Big Data is often characterized by the 3 “Vs”: variety, volume and velocity. While variety refers to the nature of the information (multiple sources, schema-less data, etc), both volume and velocity refer to processing issues that have to be addressed by different processing paradigms.
Assuming that the volumes of data are larger than those conventional relational database infrastructures can cope with, the processing solution break down broadly into massively parallel processing (batch processing). Batch processing is an efficient way of processing high volumes of data is where a group of transactions is collected over a period of time. Data is collected, entered, processed and then the batch results are produced.
Several applications require real-time processing of data streams from heterogeneous sources, in contrast with the approach of batch processing. Real time processing involves a continual input, process and output of data. Data must be processed in a small time period (or near real time). Domains of application include smart cities, entertainment of disaster management. The low latency is the main goal of this processing paradigm.

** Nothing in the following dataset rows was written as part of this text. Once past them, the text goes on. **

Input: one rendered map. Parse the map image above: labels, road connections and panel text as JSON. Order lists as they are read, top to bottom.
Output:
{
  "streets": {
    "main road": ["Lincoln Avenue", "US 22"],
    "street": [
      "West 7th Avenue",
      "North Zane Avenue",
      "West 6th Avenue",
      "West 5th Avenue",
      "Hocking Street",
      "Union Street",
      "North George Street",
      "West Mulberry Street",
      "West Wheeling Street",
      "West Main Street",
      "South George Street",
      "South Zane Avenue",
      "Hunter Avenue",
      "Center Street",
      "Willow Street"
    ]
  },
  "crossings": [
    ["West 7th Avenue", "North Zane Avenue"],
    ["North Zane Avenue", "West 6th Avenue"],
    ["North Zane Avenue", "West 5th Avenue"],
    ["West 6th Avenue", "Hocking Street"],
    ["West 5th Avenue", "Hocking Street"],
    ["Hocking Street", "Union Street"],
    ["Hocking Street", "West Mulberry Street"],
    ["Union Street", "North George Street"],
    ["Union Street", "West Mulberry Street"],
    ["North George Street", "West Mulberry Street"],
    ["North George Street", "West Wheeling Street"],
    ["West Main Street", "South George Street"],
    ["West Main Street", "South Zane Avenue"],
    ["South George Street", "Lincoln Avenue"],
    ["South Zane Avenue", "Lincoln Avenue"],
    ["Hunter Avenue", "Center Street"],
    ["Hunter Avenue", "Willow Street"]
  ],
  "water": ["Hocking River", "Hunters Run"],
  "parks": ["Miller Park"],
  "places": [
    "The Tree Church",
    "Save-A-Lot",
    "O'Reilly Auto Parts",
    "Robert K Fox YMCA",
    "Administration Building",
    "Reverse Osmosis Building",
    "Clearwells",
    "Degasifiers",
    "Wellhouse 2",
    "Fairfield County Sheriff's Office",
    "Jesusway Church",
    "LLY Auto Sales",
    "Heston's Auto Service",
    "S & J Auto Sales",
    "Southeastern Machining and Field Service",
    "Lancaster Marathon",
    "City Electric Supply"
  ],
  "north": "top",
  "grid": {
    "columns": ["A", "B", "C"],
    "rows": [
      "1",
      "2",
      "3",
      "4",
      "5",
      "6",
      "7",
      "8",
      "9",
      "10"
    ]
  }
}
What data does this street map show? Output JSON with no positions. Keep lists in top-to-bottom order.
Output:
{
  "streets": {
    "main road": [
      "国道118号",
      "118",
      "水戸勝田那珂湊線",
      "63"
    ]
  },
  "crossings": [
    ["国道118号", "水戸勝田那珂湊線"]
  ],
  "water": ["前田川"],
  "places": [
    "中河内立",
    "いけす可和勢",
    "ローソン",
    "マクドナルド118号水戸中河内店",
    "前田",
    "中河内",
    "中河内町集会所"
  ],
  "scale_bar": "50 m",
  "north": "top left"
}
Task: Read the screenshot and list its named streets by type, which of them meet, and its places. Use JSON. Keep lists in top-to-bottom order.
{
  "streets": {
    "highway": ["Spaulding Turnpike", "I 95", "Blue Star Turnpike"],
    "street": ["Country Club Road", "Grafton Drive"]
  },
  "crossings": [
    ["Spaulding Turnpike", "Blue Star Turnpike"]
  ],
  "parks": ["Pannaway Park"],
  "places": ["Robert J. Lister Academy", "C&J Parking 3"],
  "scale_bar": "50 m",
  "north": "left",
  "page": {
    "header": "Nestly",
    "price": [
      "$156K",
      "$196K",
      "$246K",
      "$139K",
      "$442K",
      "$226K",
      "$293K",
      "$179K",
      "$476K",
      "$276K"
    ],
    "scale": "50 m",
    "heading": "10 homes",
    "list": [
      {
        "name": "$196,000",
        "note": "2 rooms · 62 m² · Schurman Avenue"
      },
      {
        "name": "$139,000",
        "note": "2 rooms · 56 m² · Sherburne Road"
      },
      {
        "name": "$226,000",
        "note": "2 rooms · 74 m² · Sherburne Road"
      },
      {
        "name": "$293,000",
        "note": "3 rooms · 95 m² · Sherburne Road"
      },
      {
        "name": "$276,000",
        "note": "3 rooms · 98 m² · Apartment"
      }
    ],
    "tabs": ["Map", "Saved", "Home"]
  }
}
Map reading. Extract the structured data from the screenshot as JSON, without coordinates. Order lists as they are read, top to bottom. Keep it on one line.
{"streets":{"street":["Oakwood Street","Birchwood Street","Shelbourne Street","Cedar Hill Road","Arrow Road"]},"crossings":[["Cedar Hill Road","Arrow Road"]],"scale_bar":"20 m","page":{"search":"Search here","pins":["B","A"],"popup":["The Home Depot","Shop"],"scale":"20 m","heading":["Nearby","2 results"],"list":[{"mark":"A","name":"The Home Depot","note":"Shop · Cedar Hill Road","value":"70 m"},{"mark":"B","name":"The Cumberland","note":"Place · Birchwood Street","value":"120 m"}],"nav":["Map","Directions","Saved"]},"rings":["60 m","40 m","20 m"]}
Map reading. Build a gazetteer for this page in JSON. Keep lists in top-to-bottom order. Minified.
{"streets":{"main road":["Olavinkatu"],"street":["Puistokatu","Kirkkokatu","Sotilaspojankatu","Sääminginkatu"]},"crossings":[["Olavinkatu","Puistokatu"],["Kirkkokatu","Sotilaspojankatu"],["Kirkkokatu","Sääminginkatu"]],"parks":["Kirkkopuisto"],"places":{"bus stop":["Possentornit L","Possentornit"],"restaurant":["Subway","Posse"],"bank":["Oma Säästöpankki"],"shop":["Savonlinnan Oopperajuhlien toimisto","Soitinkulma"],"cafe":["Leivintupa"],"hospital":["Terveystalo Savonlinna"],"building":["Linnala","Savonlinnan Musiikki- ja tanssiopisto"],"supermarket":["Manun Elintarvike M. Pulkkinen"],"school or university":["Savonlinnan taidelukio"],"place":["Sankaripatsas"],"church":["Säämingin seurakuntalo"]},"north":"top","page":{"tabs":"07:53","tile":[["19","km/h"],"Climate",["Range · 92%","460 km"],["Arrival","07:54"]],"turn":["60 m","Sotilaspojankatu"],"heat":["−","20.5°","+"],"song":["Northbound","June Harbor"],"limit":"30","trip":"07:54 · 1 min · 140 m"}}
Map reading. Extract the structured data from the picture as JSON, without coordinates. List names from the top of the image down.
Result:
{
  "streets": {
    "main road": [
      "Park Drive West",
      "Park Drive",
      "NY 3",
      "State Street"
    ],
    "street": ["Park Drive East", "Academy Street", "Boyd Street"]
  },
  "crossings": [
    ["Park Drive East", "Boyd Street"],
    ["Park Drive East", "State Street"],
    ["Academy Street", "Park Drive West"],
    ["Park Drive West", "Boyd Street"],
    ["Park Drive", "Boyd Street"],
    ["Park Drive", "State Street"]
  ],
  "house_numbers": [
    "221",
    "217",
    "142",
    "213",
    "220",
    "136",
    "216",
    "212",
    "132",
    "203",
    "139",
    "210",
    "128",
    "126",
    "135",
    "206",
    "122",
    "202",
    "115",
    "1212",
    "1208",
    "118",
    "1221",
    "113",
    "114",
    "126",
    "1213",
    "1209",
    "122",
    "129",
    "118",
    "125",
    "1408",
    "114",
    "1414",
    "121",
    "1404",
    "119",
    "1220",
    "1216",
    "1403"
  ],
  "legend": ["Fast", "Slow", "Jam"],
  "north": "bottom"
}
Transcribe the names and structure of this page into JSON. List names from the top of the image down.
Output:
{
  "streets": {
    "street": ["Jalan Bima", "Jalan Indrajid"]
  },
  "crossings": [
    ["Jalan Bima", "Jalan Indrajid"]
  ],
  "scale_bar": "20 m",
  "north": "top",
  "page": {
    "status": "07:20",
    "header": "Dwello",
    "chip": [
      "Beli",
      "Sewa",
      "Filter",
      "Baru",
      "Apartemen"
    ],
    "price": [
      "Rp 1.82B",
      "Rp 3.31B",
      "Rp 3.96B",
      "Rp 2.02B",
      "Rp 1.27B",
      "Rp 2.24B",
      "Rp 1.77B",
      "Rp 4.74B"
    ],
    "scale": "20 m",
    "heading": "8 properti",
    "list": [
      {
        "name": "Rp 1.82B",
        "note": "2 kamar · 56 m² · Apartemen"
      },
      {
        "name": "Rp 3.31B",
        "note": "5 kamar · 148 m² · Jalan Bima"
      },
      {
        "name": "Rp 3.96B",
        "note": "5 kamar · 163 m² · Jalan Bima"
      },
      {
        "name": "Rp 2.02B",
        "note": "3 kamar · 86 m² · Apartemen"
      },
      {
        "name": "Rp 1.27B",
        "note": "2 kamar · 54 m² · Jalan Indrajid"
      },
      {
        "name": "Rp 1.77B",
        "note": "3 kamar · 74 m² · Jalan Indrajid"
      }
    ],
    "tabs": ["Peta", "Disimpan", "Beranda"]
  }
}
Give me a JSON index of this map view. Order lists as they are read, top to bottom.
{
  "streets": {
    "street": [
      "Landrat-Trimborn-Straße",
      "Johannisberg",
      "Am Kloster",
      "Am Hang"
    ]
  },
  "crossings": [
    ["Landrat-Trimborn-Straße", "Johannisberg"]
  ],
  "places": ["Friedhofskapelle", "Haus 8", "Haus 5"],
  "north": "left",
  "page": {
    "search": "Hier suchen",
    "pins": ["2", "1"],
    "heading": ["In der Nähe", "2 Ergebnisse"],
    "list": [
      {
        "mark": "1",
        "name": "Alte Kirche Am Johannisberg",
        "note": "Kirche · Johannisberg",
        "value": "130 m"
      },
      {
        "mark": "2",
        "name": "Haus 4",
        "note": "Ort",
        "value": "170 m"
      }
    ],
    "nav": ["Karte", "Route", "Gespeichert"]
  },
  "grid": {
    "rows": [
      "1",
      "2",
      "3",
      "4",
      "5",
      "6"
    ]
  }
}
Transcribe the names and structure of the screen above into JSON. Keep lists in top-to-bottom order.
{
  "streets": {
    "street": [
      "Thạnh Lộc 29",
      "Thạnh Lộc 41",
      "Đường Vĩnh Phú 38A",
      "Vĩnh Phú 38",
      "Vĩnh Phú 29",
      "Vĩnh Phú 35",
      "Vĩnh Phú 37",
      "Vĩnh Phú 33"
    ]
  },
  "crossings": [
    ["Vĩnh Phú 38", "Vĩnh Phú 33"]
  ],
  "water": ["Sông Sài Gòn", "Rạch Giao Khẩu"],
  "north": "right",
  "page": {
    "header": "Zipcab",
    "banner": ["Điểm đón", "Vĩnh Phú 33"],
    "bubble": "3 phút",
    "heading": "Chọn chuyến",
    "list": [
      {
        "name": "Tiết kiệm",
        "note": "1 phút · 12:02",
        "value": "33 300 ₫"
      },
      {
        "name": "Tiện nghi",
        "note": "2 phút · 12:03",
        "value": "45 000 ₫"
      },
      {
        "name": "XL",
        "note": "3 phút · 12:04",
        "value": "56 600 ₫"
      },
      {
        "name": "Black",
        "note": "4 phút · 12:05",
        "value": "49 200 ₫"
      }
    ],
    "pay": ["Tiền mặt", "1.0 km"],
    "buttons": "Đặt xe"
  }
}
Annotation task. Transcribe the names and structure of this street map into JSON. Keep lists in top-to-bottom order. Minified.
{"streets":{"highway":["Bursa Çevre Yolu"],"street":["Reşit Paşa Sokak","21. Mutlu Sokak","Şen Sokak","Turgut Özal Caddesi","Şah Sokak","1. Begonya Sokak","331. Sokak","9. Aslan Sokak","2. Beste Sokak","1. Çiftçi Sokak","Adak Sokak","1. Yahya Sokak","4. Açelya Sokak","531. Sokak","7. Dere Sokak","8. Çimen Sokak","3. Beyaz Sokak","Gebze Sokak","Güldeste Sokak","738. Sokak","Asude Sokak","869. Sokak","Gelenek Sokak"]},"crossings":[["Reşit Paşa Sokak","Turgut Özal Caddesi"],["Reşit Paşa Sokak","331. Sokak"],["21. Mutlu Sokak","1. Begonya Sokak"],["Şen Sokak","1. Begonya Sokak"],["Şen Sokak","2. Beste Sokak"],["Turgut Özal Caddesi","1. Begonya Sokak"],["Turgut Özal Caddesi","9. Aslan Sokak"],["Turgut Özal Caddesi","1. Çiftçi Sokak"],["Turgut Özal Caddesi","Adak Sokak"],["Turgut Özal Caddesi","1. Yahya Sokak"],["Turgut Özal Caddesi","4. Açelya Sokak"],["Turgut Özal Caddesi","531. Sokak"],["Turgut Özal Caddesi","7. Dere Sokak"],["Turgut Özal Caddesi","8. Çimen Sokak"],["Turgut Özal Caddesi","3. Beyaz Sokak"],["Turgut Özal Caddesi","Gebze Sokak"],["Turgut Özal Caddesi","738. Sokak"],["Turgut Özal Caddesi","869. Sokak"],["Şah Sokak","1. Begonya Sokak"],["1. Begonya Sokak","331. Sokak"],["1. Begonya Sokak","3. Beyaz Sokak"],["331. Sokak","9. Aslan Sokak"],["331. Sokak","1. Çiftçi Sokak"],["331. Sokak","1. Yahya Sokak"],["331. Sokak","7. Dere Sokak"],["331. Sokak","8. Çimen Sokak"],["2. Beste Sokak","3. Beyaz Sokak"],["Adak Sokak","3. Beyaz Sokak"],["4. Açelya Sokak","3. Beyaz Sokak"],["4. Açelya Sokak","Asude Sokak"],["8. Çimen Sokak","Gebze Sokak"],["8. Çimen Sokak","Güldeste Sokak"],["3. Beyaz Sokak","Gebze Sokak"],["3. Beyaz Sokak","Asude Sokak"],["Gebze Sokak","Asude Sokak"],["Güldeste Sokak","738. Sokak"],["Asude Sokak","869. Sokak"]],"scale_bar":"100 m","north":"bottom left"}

Batch processing provides strong results since it can use more data and, for example, perform better training of predictive models. But it is not feasible for domains where a low response time is a critical issue. Real time processing solves this issue, but the analyzed information is limited in order to achieve low latency. Many domains require the benefit of both batch and real time processing approaches so a new processing paradigm is needed: the hybrid model. To obtain a complete result, the batch and real-time results must be queried and the results merged together. Synchronization, results composition and other non-trivial issues have to be addressed at this stage in which could be considered a key element of the hybrid modell.
This walk will overview the time-evolution of the big data processing techniques, identify main hits (both technologies and scientific publications) and give and introduction of the key technologies to understand the complex Big Data processing domain.